**YOUR OBJECTIVE:**
Report all lines of the records that contain "BRAVO".

Stored data entries:
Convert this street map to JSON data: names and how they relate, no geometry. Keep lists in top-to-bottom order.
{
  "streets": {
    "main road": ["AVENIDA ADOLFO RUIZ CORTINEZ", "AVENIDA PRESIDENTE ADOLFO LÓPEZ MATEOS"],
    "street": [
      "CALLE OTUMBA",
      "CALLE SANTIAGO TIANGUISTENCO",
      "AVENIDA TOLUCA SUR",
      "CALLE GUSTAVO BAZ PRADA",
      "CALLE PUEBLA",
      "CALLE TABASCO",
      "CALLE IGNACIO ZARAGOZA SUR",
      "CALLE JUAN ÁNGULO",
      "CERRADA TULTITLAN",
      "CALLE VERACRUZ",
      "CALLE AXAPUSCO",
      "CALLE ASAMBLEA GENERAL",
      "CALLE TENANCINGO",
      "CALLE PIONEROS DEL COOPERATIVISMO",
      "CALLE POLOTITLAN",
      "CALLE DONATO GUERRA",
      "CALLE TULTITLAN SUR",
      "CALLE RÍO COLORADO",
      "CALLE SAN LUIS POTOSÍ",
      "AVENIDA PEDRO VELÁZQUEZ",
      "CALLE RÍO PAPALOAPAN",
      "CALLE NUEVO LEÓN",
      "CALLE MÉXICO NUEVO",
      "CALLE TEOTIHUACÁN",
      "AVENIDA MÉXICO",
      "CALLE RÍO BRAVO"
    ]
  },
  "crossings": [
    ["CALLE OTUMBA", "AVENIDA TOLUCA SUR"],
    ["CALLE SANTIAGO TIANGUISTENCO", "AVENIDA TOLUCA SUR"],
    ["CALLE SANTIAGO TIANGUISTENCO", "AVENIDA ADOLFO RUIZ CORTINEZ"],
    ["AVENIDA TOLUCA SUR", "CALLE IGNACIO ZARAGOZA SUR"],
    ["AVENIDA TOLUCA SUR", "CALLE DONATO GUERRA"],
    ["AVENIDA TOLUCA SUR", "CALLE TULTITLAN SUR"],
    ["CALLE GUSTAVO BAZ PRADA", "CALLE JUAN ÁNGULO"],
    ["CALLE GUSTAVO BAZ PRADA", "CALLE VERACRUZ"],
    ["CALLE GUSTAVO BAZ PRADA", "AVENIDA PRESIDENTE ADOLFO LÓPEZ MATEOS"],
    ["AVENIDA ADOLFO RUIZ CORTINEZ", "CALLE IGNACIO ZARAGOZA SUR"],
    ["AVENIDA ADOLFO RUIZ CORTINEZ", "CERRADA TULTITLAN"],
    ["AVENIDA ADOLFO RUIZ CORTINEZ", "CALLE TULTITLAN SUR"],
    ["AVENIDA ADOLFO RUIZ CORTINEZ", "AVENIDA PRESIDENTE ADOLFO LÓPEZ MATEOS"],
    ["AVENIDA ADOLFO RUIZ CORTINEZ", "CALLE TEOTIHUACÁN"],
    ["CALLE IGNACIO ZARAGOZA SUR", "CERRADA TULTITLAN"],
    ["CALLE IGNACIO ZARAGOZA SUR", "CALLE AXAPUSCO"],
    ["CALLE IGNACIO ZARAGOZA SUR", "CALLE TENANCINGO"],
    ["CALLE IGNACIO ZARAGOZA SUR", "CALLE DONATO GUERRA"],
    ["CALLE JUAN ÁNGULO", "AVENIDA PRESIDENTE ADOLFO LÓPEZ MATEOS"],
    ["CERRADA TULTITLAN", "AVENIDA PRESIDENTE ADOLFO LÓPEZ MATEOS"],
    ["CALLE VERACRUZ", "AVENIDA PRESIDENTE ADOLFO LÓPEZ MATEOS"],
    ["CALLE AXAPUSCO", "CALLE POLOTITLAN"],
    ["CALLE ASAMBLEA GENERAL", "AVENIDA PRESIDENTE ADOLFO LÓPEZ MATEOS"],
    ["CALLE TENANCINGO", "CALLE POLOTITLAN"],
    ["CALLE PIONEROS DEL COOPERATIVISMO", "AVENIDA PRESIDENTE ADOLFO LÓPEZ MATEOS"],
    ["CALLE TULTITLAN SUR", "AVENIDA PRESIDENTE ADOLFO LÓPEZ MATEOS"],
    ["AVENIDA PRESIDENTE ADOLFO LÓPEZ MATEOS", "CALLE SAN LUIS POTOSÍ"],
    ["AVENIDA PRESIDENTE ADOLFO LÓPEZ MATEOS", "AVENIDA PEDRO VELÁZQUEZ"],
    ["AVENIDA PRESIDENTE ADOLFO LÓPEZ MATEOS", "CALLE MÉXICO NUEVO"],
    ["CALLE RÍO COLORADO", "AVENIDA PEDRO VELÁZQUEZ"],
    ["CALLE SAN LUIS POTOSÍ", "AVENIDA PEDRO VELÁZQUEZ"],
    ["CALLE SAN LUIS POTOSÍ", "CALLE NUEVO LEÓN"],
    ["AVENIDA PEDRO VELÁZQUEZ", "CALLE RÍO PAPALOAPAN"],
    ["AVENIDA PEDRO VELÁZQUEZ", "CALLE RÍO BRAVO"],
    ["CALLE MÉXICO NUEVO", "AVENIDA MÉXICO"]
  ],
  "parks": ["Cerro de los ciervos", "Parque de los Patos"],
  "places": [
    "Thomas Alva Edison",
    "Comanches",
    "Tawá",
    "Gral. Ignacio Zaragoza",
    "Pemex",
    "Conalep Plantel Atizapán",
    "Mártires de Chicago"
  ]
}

**ANSWER BOX:**
      "CALLE RÍO BRAVO"
    ["AVENIDA PEDRO VELÁZQUEZ", "CALLE RÍO BRAVO"],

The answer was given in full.